Narrative Pedagogy
Learning and Narrative Pedagogy
The mystery of self is at the centre of education and learning because good teaching starts from there; and ultimately, the mystery of being human is reflected in the teacher’s narrative. This makes narrative exchange the precondition of pedagogy because learning is about becoming.
Narrative pedagogy also involves deep relationships. In Chapter Five, we discussed how the narrative process is a whole-person encounter that involves emotion, intuition, and the human spirit. The relationship between the teacher and the learner is the key to narrative learning. Nodding (2010) claims that relationship is ontologically basic. ‘Human beings are born from and into relation; it is our original condition’ (p. 390), and that approaching the world through a caring relation,
we are more likely to listen attentively to others. In a caring relation, the carer is first of all attentive to the cared-for, and this attention is receptive; that is the carer puts aside her own values and projects, and tries to understand the expressed needs of the cared-for (p. 391).
In Noddings’ terms, the carer is a teacher, and the cared-for, the learner.
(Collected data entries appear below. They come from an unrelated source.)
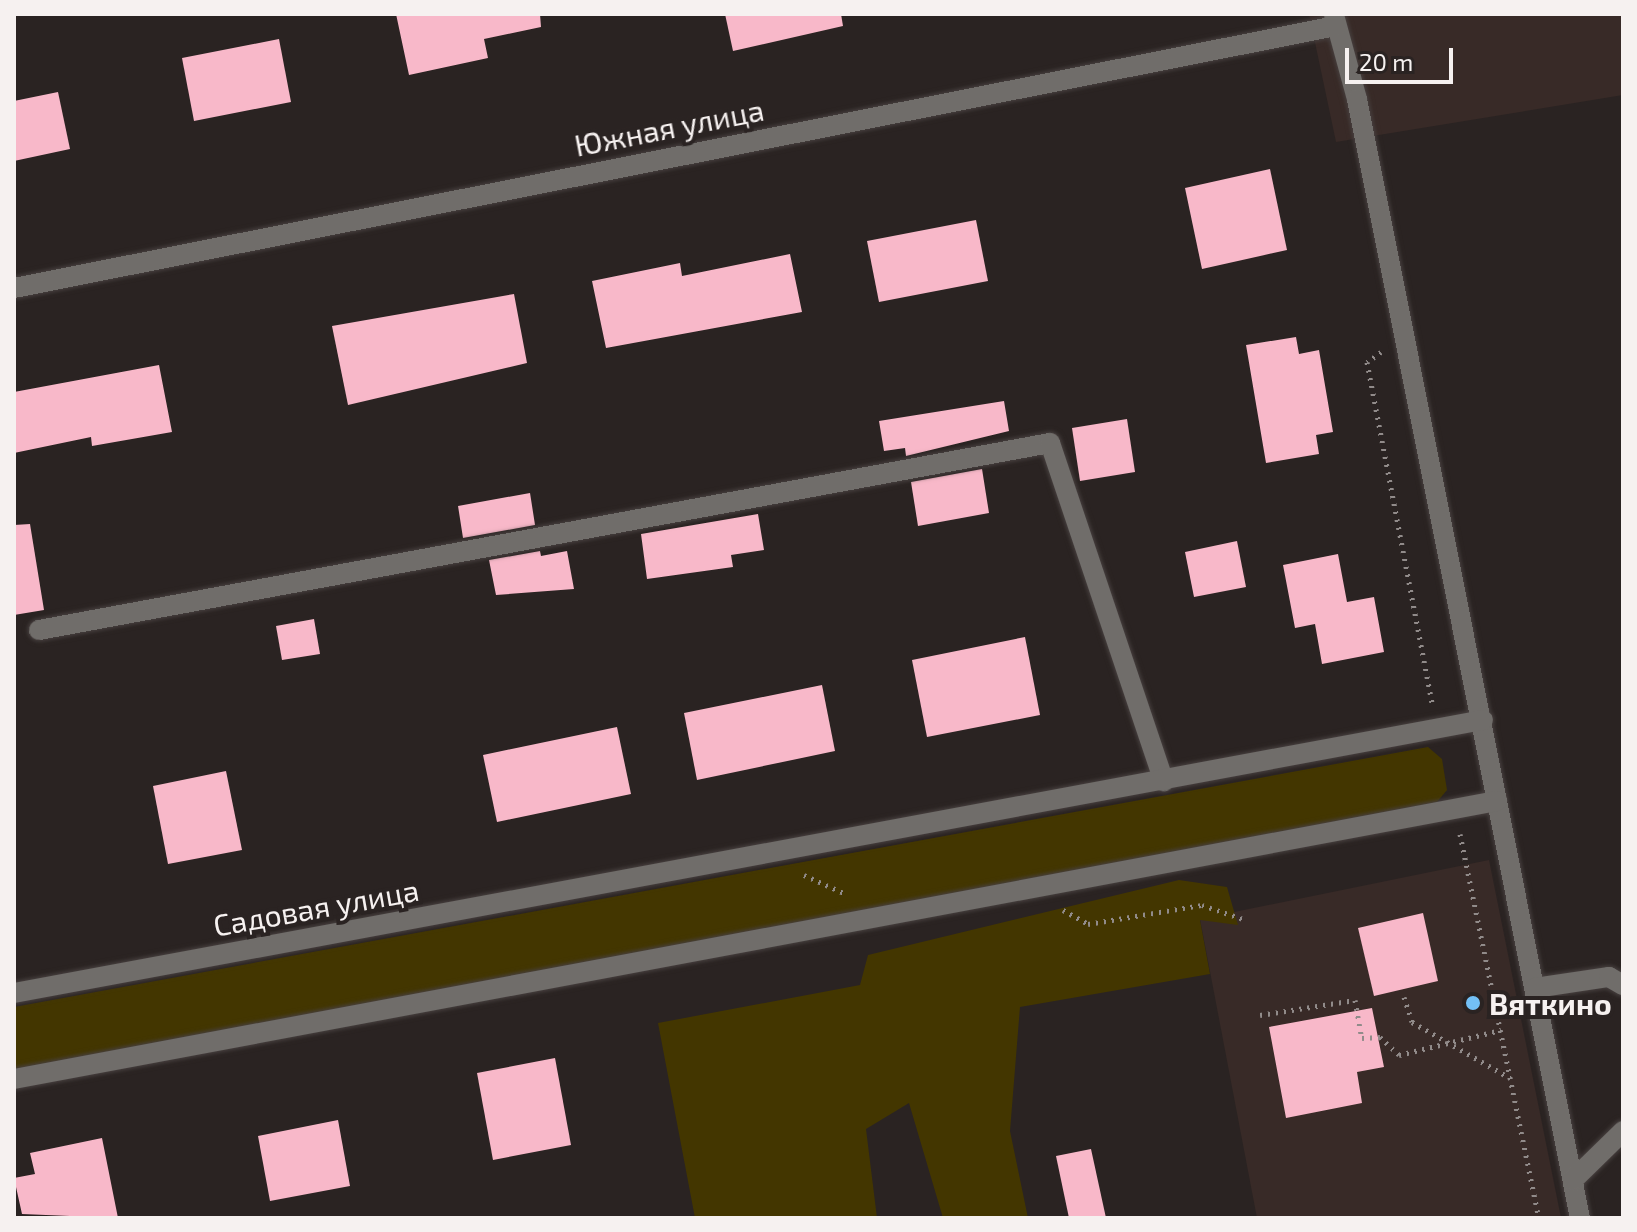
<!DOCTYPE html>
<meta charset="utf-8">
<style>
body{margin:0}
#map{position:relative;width:1637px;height:1232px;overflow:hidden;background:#2a2322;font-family:"Exo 2",sans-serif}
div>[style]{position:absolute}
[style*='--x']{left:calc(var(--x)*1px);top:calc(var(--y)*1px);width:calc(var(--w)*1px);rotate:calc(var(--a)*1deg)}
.built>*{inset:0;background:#382a27}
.green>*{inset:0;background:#433600}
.building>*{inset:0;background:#f8b8c9}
.path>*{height:5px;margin-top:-2.5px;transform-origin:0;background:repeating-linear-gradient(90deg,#918b8a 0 2px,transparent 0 8px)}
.roads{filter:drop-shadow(0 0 2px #47403f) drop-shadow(0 0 2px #47403f)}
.minor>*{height:20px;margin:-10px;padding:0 10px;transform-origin:10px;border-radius:10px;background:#706d6a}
.dots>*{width:22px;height:22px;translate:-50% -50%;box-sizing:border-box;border:4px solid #2a2322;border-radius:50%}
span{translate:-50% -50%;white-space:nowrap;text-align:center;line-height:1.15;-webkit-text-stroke:8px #2a2322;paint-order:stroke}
.street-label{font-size:30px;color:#f6f1f0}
.poi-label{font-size:30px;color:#f6f1f0;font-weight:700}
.left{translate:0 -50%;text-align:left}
.frame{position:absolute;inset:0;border:16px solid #f6f1f0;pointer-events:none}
.scale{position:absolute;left:1345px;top:48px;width:108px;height:36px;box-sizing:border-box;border:4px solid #f6f1f0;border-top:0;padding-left:10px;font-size:24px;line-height:28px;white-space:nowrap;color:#f6f1f0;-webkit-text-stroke:6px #2a2322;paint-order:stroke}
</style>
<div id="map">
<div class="built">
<i style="clip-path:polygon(1309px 14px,1623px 14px,1623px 95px,1336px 142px)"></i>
<i style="clip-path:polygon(1489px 860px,1561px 1218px,1257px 1218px,1200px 919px)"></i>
</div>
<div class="green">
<i style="clip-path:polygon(1428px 747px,1442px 759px,1447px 790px,1437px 802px,14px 1070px,14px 1007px)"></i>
<i style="clip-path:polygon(1179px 880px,1227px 887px,1238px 925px,1200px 920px,1210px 974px,1020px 1007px,1010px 1131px,1028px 1218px,943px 1218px,909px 1103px,866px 1129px,877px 1218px,695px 1218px,658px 1023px,860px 985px,868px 955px)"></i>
</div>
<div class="building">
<i style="clip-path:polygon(396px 14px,540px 14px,541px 27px,484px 39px,488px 58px,409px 75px)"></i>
<i style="clip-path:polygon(725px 14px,841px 14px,843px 26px,733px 51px)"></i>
<i style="clip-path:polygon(279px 39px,291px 102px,194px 121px,182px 58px)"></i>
<i style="clip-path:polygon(58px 92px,70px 149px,14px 161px,14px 101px)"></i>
<i style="clip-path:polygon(1270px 169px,1287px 250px,1202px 269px,1185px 188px)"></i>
<i style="clip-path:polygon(976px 220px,988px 281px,879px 302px,867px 241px)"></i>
<i style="clip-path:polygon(790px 254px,802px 312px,606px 348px,592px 281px,680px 263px,682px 276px)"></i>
<i style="clip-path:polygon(514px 294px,527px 363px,348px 405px,332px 326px)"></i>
<i style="clip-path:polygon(1296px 337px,1299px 354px,1319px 350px,1333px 432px,1316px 435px,1319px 454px,1266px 463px,1246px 345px)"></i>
<i style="clip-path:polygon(159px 365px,172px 432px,92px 446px,91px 437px,14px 453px,14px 392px)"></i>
<i style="clip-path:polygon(1004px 401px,1009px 431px,906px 456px,905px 448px,884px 451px,879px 421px)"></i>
<i style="clip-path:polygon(1127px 419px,1135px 472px,1080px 481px,1072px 428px)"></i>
<i style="clip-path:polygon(982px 469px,989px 513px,918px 526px,911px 482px)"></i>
<i style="clip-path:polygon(530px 493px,535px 525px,463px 538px,458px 506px)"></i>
<i style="clip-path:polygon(758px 514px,764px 550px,731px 555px,733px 567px,647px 579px,641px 534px)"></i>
<i style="clip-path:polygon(30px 524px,44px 610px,14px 615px,14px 525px)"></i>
<i style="clip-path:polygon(1237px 541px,1246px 587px,1194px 597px,1185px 552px)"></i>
<i style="clip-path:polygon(540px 551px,541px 556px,567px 551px,574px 589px,496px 595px,489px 560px)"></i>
<i style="clip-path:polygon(1338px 554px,1347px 602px,1374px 597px,1384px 652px,1322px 664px,1315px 624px,1295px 628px,1283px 565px)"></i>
<i style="clip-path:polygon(314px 619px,320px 654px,282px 660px,276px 626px)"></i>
<i style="clip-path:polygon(1025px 637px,1040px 715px,927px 737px,912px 660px)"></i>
<i style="clip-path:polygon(822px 685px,835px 751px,697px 780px,684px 713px)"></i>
<i style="clip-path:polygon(617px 727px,631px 794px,497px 822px,483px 755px)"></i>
<i style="clip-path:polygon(226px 771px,242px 850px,168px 864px,153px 786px)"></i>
<i style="clip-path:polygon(1423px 913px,1438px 981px,1374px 996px,1358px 928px)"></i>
<i style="clip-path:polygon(1372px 1008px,1384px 1067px,1357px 1072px,1362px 1103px,1286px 1118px,1269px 1027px)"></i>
<i style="clip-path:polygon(555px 1058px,571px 1145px,493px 1160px,477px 1073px)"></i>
<i style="clip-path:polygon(338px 1120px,350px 1186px,270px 1201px,258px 1136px)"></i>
<i style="clip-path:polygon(102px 1138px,118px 1218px,22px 1214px,14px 1178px,35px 1174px,30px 1153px)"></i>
<i style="clip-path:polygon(1091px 1149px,1106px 1218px,1069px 1218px,1056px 1156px)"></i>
</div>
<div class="path">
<i style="--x:1381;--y:352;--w:17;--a:144"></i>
<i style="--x:1367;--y:362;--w:348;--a:79.2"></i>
<i style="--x:1460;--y:834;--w:392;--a:78.4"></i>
<i style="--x:804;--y:875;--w:46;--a:24.3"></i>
<i style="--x:1063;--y:910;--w:29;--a:29"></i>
<i style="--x:1088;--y:924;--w:116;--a:-9.5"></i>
<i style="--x:1202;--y:905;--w:43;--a:18.9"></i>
<i style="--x:1404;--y:997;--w:26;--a:72"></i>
<i style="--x:1412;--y:1022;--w:113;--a:29.7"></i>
<i style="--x:1260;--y:1015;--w:96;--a:-9"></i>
<i style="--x:1355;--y:1000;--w:39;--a:80"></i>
<i style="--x:1362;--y:1038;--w:18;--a:-3"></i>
<i style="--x:1380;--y:1037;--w:26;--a:43"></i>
<i style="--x:1399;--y:1055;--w:105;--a:-13.8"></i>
</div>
<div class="roads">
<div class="minor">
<i style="--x:1334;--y:15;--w:87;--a:74.7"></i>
<i style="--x:1357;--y:99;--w:1141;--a:78.73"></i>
<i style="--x:14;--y:288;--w:1348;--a:-11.21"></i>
<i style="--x:39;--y:630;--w:1028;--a:-10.48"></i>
<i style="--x:1050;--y:443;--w:357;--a:71.4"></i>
<i style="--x:1535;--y:988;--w:75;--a:-8.5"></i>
<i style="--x:1609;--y:977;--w:16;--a:30"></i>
<i style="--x:14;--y:993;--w:1494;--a:-10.53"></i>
<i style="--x:14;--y:1079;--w:1509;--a:-10.62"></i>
<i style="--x:1573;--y:1180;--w:70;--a:-44.4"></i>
</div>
</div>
<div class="dots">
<i style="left:1473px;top:1003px;background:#73c0f6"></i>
</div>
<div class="street-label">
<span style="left:669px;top:127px;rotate:-11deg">Южная улица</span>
<span style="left:316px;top:907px;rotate:-10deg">Садовая улица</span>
</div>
<div class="poi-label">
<span class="left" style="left:1489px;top:1003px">Вяткино</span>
</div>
<div class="frame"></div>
<div class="scale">20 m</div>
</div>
This withdrawing of the teacher’s values in order to attend to the projects of the learner is a non-judgemental approach to the learner’s narrative, which does not exclude the opportunity for the teacher to attend to what in the learner’s narrative is at odds with his/her own perspectives. We don’t see that Noddings’ claim here contradicts Gadamar’s view of integrating bias that arises from one’s tradition and horizons in the process of understanding the other, reviewed in Chapter Five. This is because by putting aside temporarily the teacher’s own projects, s/he focuses on the learner’s needs and projects in order to maintain a caring relationship. Meanwhile, to evaluate and respond to a wide range of needs expressed by the learner, the teacher ‘must expand the breadth of her competence’ (ibid. p. 391). Noddings suggests that to complete the relationship, the learner must recognise the teacher’s effort as caring. She writes:
The response of the cared-for is an act of reciprocity, but it is not the contractual reciprocity so familiar to us in traditional Western philosophy. The cared-for usually cannot do for the carer what the carer can do for the cared-for, nor must he promise payment of some kind. The act of recognition is itself a form of reciprocity – completing the relation and providing confirmatory evidence that the carer is on the right track (ibid.).